◆ Activity
All lines holding the word "Minified" should be located in the records and copied.

Top of Listed records

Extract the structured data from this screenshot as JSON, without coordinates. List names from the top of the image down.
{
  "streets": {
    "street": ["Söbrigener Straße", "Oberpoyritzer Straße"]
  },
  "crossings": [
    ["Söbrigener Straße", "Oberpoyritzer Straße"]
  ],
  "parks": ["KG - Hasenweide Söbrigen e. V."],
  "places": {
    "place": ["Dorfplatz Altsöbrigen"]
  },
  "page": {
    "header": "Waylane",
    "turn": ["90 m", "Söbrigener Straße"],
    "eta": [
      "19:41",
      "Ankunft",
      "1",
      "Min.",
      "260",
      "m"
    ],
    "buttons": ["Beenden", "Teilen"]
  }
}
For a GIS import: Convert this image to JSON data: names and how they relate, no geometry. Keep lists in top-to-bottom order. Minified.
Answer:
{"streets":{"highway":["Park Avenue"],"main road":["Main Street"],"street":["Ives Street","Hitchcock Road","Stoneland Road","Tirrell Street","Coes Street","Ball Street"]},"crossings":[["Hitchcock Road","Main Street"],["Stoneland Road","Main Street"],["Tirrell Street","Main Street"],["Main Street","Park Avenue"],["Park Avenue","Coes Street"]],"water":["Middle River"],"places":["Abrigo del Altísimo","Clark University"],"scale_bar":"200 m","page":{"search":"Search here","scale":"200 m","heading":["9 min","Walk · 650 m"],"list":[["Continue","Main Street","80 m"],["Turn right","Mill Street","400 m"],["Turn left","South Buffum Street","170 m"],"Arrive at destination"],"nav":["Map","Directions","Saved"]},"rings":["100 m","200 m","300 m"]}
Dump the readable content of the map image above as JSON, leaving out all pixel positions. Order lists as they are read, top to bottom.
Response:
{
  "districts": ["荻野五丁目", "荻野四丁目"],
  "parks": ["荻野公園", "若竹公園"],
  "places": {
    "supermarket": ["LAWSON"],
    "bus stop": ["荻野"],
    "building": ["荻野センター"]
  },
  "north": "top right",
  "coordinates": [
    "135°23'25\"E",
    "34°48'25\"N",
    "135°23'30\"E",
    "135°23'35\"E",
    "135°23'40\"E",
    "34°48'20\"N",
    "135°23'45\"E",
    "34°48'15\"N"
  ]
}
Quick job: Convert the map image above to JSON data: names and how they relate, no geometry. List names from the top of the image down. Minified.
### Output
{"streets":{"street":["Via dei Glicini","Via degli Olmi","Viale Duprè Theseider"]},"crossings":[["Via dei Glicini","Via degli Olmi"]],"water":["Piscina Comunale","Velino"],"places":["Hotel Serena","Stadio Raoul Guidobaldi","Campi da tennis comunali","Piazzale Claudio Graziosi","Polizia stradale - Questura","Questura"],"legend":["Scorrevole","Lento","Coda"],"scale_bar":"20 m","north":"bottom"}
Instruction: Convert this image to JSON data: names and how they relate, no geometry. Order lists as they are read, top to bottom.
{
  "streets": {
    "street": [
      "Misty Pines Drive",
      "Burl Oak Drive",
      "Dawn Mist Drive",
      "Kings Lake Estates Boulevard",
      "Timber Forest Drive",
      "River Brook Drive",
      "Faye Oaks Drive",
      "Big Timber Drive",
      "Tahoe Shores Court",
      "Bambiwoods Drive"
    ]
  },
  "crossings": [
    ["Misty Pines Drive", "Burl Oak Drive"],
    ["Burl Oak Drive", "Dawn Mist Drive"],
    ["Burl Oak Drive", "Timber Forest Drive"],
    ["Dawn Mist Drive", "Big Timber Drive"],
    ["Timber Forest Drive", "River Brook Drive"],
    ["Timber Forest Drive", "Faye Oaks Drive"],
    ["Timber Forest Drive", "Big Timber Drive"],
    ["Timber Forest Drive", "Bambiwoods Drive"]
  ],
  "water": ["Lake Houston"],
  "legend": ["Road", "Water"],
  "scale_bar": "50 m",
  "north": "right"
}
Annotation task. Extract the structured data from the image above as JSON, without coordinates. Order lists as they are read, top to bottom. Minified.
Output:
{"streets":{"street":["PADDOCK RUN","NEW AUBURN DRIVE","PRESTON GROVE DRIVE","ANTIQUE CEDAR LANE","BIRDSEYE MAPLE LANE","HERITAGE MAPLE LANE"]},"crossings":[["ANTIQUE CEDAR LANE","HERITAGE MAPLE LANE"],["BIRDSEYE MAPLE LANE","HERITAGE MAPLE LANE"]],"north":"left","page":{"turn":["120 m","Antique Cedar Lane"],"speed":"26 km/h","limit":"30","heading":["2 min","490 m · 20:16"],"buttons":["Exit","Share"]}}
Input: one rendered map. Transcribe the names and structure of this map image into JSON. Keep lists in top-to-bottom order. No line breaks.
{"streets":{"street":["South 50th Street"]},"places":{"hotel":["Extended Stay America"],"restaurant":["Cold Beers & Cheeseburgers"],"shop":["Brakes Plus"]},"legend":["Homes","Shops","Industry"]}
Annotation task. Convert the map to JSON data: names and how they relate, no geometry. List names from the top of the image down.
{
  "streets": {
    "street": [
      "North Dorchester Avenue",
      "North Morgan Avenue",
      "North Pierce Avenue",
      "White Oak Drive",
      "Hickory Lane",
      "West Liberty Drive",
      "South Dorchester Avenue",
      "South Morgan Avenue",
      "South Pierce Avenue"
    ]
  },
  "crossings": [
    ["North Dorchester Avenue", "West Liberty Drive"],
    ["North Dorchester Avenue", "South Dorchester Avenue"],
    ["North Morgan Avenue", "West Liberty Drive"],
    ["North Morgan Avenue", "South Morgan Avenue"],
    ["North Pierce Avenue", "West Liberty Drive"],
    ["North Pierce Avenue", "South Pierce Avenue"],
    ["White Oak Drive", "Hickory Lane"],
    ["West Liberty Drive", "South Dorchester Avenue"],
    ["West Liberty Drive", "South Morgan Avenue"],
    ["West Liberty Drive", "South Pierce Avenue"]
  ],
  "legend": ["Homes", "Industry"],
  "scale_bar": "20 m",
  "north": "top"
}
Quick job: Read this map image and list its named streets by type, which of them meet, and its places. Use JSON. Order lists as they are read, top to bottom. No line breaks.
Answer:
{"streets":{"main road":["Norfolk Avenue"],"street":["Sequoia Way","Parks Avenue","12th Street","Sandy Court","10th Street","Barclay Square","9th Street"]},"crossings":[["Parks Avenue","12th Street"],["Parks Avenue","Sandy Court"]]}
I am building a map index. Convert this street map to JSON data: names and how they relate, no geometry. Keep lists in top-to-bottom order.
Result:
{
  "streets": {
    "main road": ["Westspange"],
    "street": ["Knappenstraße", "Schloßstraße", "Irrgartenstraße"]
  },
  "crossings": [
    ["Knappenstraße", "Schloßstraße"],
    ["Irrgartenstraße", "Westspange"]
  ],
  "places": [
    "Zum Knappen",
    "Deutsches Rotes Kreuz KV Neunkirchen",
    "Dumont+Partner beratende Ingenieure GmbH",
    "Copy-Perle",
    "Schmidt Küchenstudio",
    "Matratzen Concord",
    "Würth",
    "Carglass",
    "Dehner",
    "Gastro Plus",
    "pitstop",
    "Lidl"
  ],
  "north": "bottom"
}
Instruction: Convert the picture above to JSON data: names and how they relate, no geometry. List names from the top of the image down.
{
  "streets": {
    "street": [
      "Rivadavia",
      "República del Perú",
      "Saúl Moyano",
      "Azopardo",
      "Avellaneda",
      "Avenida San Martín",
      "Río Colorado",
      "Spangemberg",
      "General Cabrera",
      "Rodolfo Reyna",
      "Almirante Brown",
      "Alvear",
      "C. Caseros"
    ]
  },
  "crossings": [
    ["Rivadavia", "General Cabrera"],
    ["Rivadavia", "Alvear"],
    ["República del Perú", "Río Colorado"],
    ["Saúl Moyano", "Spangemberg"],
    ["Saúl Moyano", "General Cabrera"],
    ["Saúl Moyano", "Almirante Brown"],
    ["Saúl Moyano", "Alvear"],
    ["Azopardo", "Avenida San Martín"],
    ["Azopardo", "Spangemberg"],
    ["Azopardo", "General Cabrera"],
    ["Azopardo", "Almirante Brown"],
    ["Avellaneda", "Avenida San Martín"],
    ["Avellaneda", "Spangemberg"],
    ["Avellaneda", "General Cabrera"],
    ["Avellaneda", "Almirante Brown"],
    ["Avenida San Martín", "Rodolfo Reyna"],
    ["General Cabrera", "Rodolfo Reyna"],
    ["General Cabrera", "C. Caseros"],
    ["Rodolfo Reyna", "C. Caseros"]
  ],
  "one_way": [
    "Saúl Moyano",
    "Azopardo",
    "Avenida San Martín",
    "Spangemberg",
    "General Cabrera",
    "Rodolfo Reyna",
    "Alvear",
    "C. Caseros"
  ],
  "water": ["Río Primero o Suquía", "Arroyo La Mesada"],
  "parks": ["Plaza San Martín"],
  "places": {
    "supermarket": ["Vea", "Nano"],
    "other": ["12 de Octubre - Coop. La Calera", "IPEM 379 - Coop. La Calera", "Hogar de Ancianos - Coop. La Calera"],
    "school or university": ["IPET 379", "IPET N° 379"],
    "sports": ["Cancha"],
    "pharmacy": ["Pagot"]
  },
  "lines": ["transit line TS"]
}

Bottom of Listed records

◆ Finished exercise
For a GIS import: Convert this image to JSON data: names and how they relate, no geometry. Keep lists in top-to-bottom order. Minified.
Quick job: Convert the map image above to JSON data: names and how they relate, no geometry. List names from the top of the image down. Minified.
Annotation task. Extract the structured data from the image above as JSON, without coordinates. Order lists as they are read, top to bottom. Minified.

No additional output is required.